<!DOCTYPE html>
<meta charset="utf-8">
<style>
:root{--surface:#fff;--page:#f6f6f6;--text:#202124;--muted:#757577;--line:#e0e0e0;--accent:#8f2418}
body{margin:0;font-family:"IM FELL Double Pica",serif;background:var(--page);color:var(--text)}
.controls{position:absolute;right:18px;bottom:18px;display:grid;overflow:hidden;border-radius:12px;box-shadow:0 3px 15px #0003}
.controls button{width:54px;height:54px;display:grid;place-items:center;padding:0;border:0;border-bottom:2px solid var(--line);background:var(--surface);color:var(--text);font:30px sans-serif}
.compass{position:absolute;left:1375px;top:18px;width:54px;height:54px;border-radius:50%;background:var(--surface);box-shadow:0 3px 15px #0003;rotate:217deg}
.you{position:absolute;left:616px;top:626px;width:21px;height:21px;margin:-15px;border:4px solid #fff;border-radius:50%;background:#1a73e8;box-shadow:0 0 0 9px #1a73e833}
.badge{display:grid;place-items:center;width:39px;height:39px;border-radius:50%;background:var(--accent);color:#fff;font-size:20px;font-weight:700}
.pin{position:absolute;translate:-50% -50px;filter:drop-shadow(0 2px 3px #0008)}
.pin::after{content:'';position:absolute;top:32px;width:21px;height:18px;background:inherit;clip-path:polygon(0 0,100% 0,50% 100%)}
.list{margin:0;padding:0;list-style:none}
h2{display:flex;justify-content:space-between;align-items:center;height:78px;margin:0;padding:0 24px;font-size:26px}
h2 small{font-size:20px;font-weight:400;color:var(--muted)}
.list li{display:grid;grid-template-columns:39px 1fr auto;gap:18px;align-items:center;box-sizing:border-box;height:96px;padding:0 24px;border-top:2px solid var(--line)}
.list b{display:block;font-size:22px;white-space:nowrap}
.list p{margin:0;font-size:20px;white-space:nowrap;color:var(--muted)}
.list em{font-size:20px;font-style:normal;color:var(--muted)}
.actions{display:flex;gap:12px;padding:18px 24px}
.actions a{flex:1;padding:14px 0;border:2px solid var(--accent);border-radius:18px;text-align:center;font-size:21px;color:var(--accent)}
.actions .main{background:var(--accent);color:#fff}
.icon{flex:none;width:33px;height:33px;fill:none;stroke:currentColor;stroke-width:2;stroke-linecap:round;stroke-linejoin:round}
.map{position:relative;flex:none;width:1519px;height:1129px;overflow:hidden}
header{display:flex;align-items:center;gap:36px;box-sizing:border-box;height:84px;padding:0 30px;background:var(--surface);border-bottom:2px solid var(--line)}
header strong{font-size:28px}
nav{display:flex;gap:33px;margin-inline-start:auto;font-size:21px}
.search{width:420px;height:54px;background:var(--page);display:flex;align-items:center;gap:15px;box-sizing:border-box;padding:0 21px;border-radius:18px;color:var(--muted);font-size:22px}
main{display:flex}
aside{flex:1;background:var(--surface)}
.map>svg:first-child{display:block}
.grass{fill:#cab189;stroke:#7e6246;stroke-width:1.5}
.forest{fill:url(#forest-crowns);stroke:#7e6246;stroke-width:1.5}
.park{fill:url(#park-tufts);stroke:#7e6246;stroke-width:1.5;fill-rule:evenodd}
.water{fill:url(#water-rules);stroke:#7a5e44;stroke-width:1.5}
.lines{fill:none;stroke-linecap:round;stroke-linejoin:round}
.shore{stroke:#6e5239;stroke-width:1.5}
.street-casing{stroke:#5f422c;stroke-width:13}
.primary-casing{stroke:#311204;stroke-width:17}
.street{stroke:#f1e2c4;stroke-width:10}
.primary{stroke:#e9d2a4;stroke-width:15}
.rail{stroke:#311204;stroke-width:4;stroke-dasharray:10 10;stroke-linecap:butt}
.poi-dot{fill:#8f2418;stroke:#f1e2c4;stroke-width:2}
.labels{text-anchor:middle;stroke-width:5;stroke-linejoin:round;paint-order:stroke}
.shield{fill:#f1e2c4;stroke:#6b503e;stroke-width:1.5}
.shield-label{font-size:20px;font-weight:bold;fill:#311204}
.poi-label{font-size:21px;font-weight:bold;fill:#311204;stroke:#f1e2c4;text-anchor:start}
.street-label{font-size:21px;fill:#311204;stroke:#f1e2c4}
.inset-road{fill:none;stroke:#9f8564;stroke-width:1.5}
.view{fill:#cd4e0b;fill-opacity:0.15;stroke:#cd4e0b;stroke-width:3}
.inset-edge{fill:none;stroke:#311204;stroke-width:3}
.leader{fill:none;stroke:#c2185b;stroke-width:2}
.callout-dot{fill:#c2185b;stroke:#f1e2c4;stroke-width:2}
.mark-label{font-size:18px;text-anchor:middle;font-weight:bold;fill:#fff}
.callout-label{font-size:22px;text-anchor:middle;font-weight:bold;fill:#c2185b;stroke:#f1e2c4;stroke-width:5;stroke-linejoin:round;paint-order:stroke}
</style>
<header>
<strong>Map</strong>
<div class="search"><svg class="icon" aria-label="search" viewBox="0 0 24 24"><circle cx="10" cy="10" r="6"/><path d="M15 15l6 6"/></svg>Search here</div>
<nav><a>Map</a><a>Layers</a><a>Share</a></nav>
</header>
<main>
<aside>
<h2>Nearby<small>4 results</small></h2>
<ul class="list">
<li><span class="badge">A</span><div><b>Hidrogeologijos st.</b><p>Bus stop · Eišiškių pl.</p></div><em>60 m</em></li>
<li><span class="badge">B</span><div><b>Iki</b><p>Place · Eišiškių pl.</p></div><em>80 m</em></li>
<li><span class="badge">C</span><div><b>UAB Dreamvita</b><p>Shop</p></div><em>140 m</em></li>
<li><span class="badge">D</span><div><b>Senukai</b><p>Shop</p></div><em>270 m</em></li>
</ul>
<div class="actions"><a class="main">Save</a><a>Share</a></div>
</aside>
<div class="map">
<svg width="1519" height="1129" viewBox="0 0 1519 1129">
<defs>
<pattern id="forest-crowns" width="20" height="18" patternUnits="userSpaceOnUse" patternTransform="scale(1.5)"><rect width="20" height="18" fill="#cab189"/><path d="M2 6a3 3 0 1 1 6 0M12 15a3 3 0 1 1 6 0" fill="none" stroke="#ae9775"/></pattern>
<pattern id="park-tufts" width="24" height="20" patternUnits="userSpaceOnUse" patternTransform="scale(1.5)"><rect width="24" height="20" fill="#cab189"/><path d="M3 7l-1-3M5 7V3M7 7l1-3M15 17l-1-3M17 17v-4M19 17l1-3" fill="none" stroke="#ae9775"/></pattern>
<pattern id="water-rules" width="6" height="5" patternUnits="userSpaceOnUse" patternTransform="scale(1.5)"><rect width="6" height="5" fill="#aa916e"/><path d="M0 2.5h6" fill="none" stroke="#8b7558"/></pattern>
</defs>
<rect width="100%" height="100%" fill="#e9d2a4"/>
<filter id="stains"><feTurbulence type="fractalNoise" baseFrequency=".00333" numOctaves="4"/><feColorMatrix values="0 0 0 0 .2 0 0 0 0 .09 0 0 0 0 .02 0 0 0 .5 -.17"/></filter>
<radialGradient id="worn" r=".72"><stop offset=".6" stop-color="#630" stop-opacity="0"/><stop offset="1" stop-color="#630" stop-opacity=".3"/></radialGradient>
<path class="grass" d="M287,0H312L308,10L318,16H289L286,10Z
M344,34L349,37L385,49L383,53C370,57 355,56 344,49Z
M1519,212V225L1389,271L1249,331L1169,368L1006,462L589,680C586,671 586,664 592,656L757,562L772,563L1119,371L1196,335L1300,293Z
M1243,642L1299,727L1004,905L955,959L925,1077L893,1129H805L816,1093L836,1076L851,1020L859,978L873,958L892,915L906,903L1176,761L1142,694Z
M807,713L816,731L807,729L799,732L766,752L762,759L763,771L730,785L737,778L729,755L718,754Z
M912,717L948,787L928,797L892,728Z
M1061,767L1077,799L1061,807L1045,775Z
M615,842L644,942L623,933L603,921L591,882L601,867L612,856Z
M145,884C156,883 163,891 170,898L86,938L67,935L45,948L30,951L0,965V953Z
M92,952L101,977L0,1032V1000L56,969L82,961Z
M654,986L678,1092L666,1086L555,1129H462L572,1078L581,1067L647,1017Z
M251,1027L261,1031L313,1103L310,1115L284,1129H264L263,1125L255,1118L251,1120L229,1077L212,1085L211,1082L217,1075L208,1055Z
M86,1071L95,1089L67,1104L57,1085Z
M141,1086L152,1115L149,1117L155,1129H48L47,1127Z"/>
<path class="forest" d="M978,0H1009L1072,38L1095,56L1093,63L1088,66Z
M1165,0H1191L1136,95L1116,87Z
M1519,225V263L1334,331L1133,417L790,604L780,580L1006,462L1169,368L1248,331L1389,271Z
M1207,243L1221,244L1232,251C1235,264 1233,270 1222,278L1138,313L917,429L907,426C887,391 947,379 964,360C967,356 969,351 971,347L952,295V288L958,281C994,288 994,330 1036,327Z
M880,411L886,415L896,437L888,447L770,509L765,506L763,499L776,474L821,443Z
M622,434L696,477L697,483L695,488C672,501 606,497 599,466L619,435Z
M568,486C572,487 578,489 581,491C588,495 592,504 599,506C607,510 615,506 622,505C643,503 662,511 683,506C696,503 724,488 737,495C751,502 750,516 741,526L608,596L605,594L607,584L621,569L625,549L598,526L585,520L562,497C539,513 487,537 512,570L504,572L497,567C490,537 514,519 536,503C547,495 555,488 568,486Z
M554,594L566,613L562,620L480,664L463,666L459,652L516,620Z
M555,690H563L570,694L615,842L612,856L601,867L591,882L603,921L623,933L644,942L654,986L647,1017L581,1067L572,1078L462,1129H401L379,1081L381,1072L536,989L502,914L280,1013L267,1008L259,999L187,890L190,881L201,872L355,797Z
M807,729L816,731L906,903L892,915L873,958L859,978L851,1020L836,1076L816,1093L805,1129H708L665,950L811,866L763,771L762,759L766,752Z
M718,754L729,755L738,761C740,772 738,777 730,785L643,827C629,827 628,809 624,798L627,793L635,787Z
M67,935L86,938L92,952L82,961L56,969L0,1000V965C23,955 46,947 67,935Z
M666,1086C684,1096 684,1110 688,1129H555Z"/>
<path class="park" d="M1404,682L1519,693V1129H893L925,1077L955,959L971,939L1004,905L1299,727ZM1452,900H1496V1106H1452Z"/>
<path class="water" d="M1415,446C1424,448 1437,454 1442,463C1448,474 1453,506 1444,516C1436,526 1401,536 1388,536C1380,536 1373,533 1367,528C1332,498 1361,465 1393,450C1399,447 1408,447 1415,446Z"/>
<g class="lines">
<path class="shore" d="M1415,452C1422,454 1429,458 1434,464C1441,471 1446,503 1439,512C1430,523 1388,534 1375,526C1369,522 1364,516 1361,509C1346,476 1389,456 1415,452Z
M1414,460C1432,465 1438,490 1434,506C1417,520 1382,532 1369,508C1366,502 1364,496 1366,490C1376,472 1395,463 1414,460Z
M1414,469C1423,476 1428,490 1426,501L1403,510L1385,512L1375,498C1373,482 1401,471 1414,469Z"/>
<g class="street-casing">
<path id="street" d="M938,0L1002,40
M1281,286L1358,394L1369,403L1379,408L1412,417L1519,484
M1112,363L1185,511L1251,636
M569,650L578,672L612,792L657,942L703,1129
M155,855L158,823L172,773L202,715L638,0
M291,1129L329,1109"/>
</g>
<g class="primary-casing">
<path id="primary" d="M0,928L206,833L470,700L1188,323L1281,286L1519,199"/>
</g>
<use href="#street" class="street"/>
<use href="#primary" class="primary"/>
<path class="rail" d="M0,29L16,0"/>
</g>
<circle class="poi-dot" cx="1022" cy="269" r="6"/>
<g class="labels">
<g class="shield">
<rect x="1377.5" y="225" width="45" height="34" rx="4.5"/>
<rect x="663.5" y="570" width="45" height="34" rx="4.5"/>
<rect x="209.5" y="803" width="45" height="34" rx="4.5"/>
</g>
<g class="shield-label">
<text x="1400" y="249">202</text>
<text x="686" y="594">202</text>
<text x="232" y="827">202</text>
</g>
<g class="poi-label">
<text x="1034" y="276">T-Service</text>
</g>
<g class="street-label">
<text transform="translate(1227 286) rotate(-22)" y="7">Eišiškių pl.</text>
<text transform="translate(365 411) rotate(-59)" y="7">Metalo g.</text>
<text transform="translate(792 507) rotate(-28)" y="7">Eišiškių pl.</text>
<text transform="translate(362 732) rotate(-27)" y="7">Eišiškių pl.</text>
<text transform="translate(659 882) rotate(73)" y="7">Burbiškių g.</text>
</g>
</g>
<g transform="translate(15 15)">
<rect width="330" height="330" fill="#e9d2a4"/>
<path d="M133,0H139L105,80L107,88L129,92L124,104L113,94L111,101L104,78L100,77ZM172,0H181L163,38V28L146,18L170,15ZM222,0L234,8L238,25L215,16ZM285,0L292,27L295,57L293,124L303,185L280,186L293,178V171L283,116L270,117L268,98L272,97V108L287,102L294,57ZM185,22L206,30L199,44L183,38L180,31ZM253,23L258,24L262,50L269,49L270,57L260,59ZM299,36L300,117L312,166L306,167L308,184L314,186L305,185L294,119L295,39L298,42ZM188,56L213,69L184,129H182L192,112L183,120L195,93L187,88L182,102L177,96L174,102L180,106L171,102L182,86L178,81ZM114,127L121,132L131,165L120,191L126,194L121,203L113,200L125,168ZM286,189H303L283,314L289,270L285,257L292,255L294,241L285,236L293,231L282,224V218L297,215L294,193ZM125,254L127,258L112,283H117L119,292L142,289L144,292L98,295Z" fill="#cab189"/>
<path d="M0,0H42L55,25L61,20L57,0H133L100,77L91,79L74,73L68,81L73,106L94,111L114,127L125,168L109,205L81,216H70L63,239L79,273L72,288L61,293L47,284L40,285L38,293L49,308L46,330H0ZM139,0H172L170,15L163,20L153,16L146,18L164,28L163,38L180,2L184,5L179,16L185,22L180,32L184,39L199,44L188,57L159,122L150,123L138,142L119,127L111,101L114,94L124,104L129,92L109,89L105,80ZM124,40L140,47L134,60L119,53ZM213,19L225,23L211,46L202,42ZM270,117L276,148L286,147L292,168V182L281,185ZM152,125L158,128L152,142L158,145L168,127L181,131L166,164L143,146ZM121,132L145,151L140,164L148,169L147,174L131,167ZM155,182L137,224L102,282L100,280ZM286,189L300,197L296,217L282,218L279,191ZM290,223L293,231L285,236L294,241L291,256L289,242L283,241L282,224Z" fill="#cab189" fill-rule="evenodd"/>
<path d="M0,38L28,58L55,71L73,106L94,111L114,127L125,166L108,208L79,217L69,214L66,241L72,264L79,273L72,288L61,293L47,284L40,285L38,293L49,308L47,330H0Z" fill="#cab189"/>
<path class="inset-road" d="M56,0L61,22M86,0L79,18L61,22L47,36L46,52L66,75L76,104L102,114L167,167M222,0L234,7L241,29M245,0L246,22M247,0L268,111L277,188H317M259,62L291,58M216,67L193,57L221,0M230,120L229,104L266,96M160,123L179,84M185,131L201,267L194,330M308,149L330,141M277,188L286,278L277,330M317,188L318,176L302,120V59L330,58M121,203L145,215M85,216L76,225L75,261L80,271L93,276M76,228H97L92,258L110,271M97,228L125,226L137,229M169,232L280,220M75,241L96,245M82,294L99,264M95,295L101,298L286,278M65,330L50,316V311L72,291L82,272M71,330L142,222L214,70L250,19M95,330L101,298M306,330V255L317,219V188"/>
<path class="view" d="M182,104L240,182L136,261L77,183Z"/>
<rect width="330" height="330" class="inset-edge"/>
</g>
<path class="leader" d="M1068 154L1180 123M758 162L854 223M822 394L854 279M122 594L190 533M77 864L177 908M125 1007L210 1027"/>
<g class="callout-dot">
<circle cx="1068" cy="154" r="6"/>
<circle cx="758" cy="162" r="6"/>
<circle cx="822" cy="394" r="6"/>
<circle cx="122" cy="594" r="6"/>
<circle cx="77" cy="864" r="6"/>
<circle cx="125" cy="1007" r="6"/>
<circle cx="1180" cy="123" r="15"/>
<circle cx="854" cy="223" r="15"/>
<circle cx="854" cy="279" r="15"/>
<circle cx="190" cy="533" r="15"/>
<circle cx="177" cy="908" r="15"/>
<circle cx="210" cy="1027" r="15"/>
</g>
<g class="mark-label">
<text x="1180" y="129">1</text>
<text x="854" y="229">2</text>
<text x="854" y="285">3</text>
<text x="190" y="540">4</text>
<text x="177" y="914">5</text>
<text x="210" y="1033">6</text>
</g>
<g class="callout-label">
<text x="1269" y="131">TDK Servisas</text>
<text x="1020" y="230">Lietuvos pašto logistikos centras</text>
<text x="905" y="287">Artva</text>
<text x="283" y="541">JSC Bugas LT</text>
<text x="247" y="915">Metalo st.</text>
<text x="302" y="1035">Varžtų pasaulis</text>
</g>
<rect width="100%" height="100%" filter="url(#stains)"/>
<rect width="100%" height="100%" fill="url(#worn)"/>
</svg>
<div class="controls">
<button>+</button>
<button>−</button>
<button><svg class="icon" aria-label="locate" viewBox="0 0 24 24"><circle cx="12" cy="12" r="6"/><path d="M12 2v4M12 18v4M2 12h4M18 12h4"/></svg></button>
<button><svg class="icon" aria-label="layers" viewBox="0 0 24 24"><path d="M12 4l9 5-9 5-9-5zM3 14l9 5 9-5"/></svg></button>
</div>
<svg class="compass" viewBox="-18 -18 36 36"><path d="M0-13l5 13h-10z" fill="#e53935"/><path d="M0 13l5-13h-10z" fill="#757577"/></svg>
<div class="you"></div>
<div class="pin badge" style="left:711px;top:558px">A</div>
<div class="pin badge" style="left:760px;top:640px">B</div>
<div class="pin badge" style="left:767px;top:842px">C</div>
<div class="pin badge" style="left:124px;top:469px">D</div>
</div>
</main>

++++++++++++++++++++

Using the records above, report each line that contains the word "header" by copying it.

header{display:flex;align-items:center;gap:36px;box-sizing:border-box;height:84px;padding:0 30px;background:var(--surface);border-bottom:2px solid var(--line)}
header strong{font-size:28px}
<header>
</header>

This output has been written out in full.